[Stored items]
********************

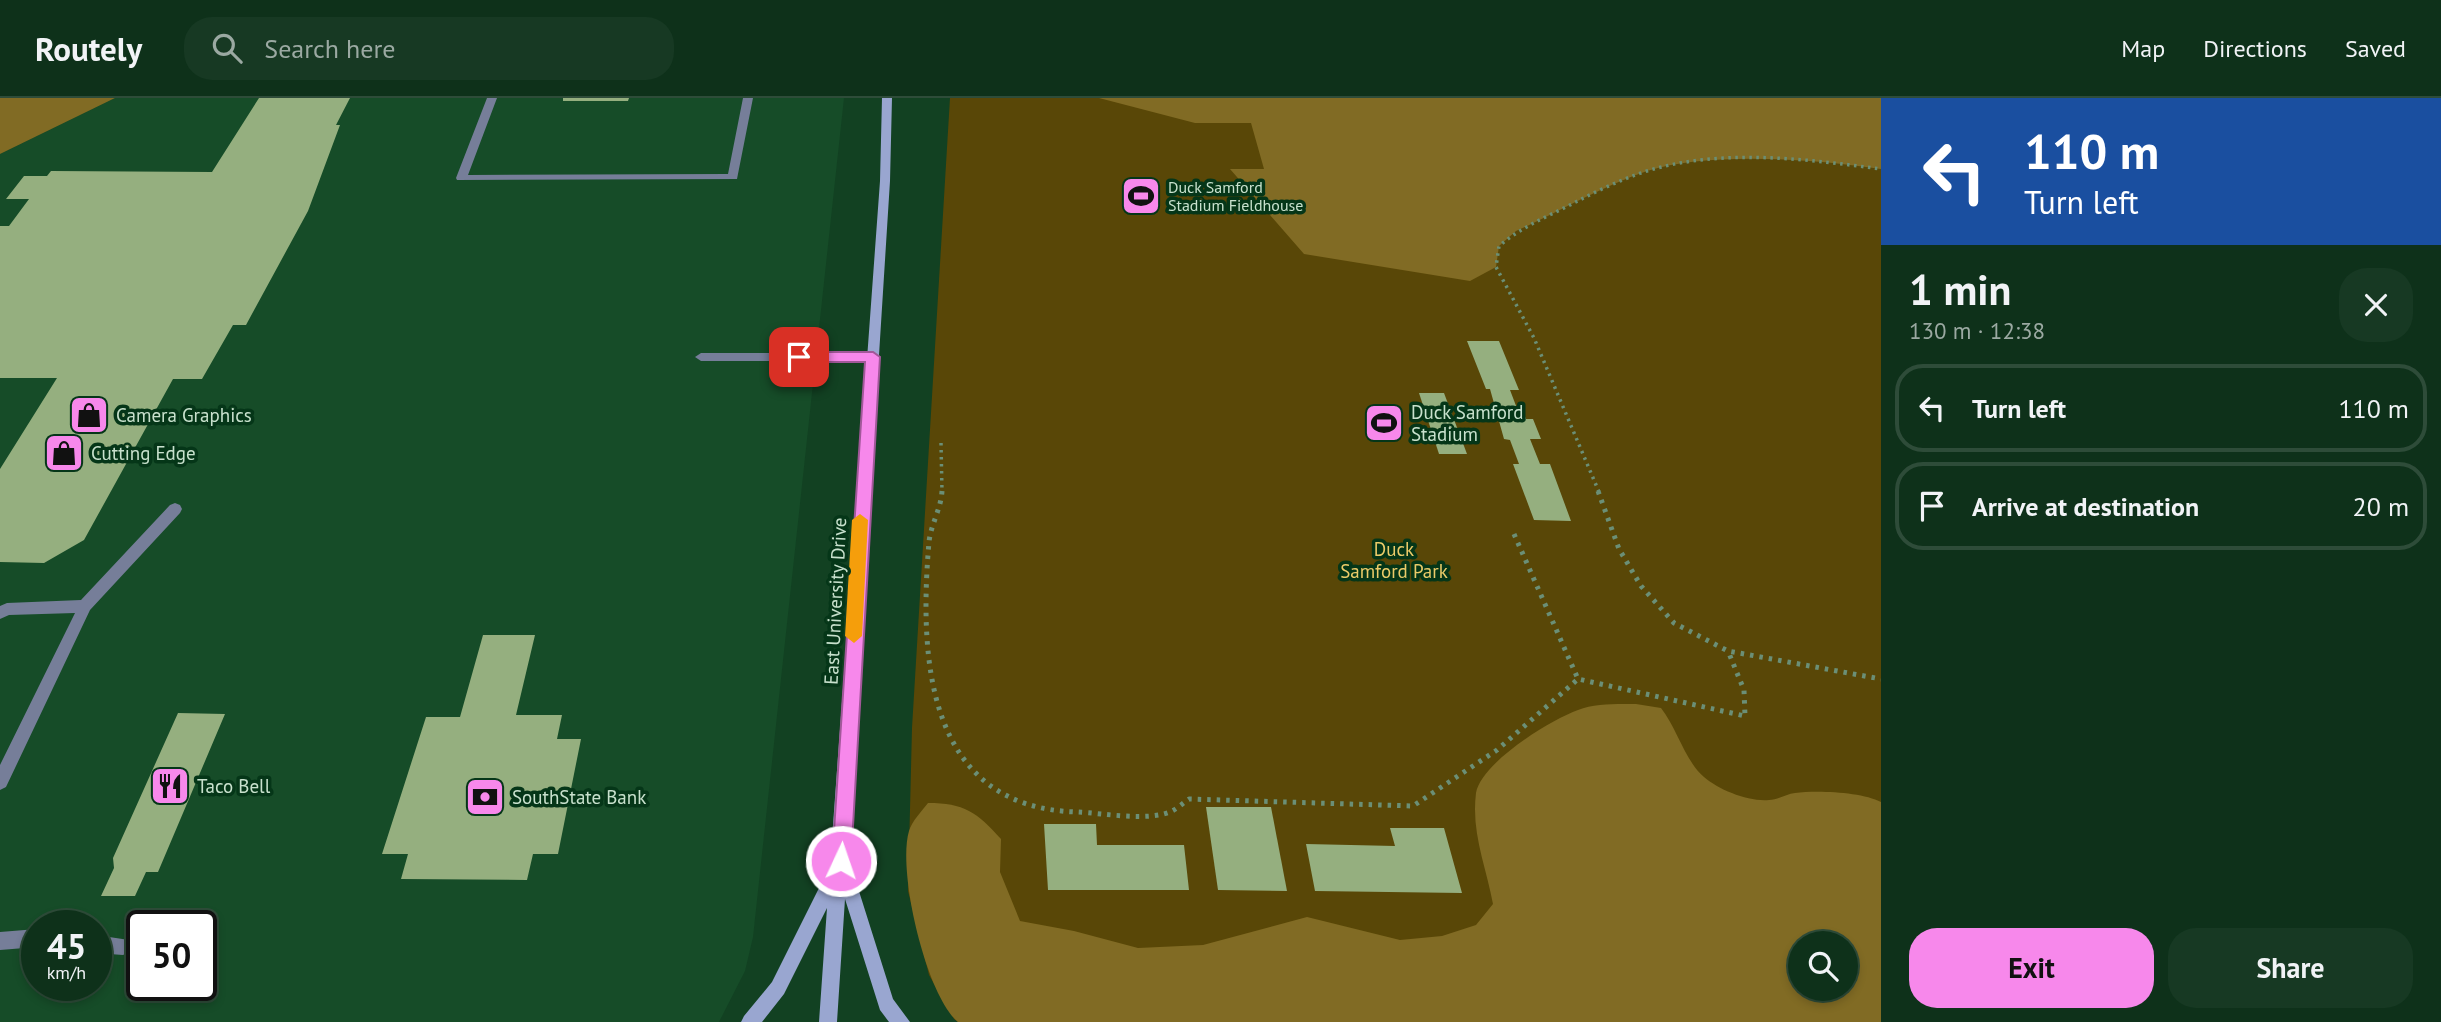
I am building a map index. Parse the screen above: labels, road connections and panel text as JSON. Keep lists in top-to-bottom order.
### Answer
{
  "streets": {
    "main road": ["East University Drive"]
  },
  "parks": ["Duck Samford Park"],
  "places": {
    "sports": ["Duck Samford Stadium Fieldhouse", "Duck Samford Stadium"],
    "shop": ["Camera Graphics", "Cutting Edge"],
    "restaurant": ["Taco Bell"],
    "bank": ["SouthState Bank"]
  },
  "page": {
    "header": "Routely",
    "search": "Search here",
    "nav": ["Map", "Directions", "Saved"],
    "turn": ["110 m", "Turn left"],
    "heading": ["1 min", "130 m · 12:38"],
    "list": [
      {
        "name": "Turn left",
        "value": "110 m"
      },
      {
        "name": "Arrive at destination",
        "value": "20 m"
      }
    ],
    "speed": "45 km/h",
    "limit": "50",
    "buttons": ["Exit", "Share"]
  }
}
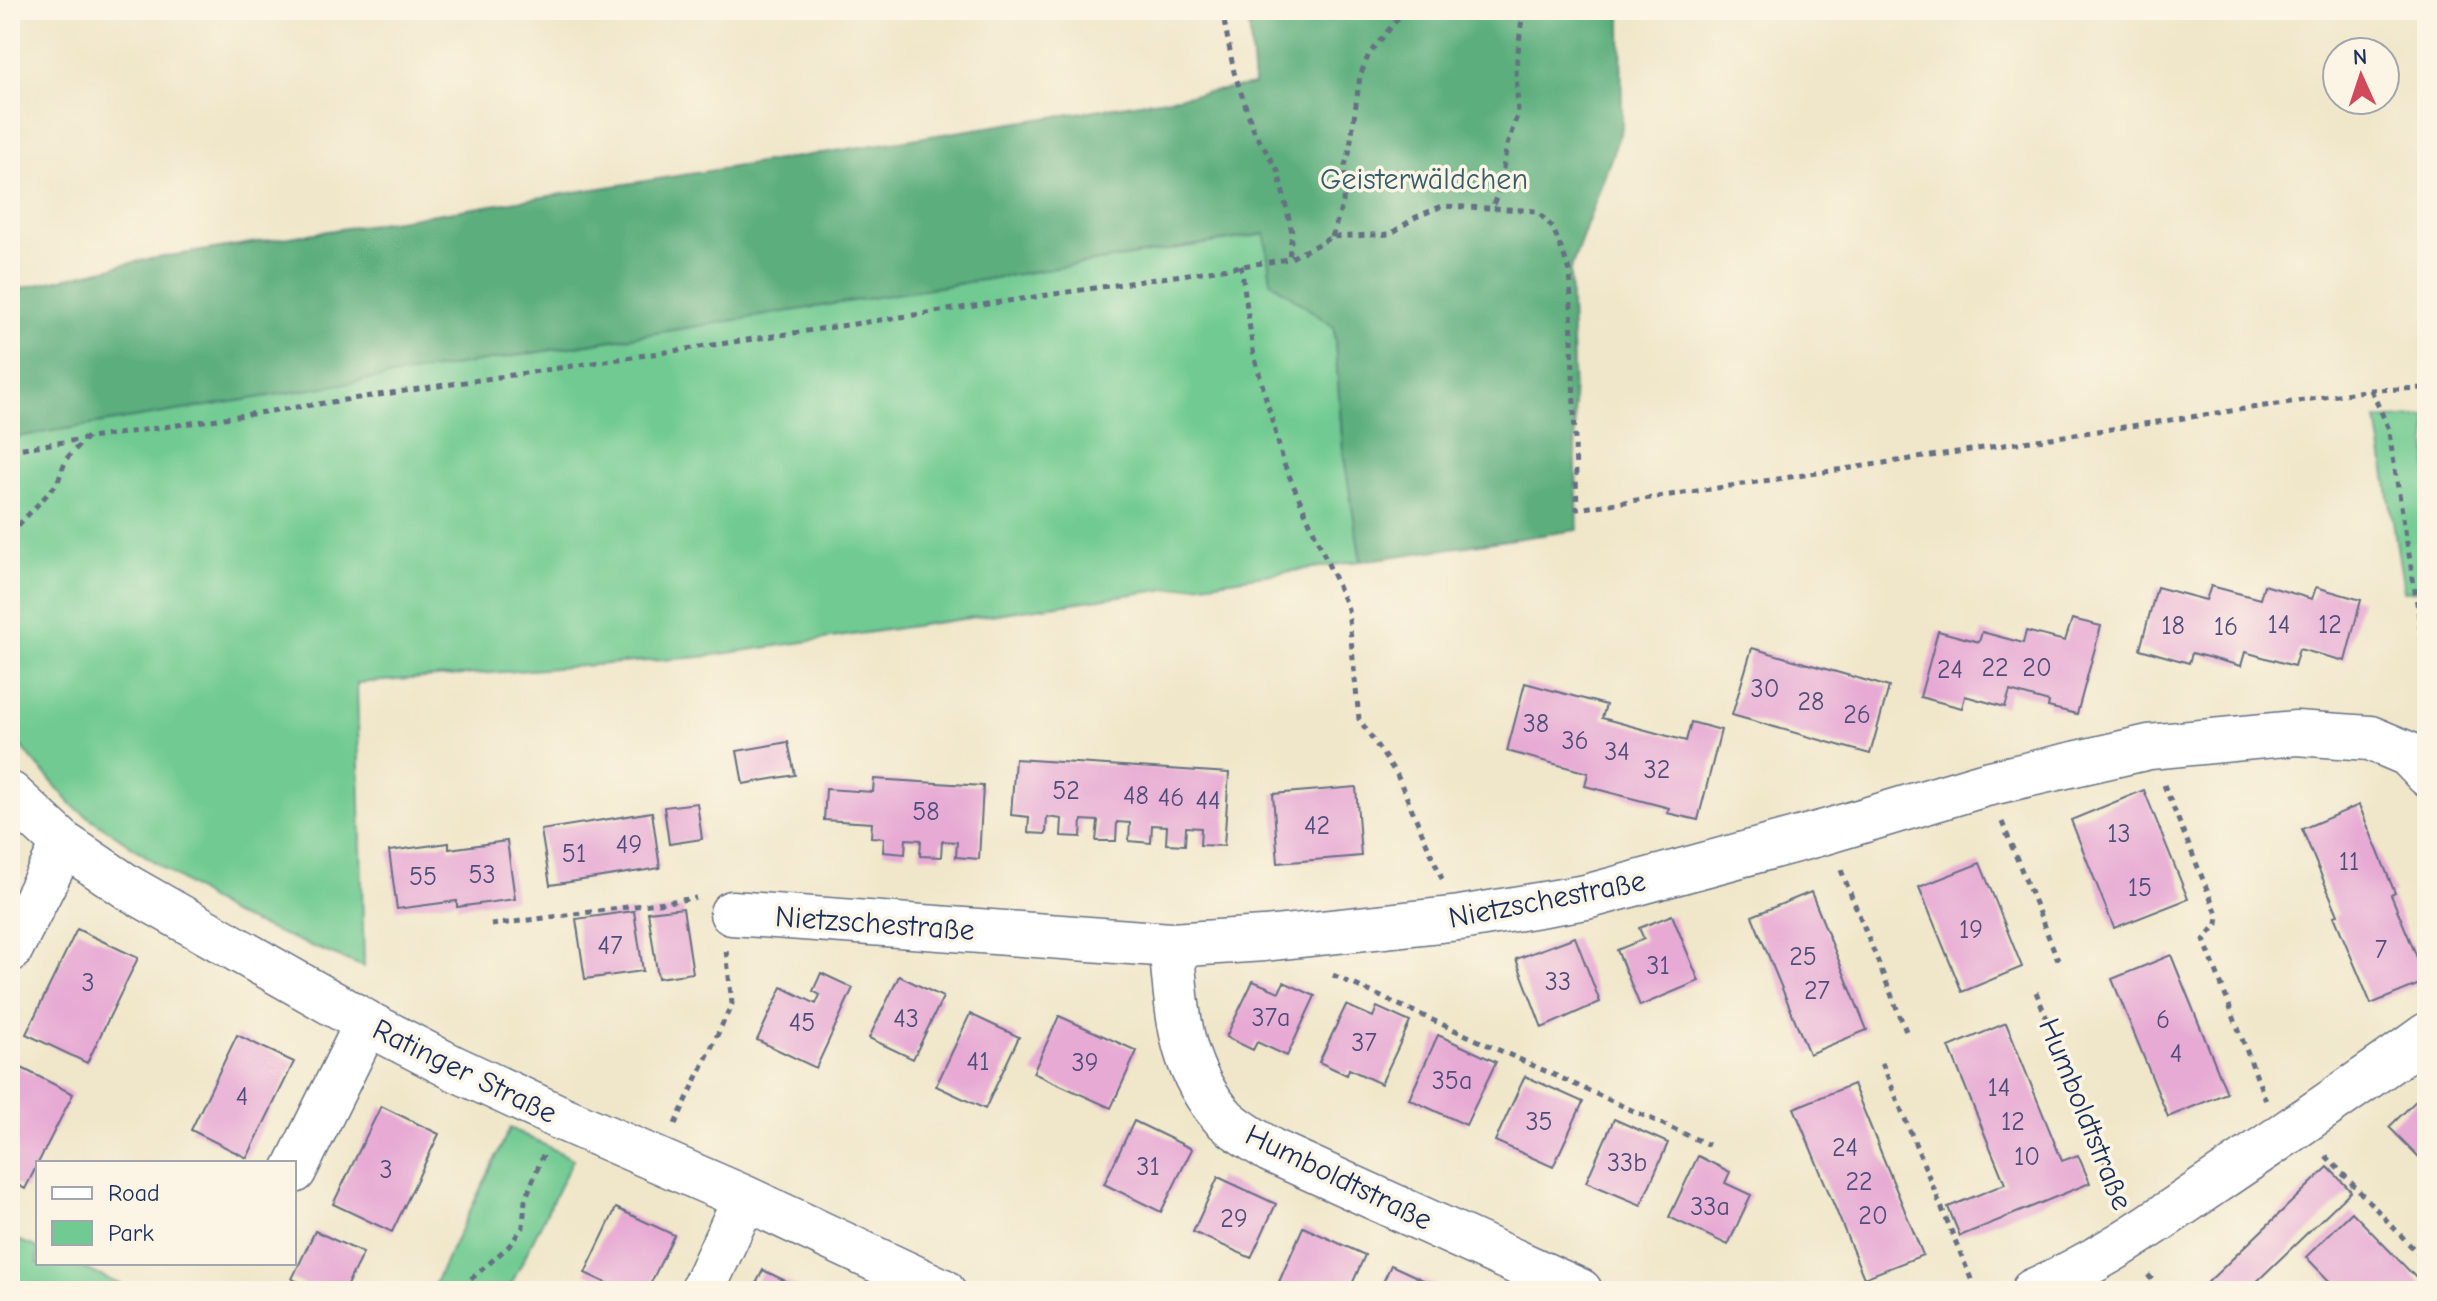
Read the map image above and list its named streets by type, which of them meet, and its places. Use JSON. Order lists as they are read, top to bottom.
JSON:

********************

WHAT THE TASK REQUIRES ::
Give back the data exactly. Skip any images.

RESULT OF THIS EXERCISE ::
I am building a map index. Parse the screen above: labels, road connections and panel text as JSON. Keep lists in top-to-bottom order.
### Answer
{
  "streets": {
    "main road": ["East University Drive"]
  },
  "parks": ["Duck Samford Park"],
  "places": {
    "sports": ["Duck Samford Stadium Fieldhouse", "Duck Samford Stadium"],
    "shop": ["Camera Graphics", "Cutting Edge"],
    "restaurant": ["Taco Bell"],
    "bank": ["SouthState Bank"]
  },
  "page": {
    "header": "Routely",
    "search": "Search here",
    "nav": ["Map", "Directions", "Saved"],
    "turn": ["110 m", "Turn left"],
    "heading": ["1 min", "130 m · 12:38"],
    "list": [
      {
        "name": "Turn left",
        "value": "110 m"
      },
      {
        "name": "Arrive at destination",
        "value": "20 m"
      }
    ],
    "speed": "45 km/h",
    "limit": "50",
    "buttons": ["Exit", "Share"]
  }
}
Read the map image above and list its named streets by type, which of them meet, and its places. Use JSON. Order lists as they are read, top to bottom.
JSON:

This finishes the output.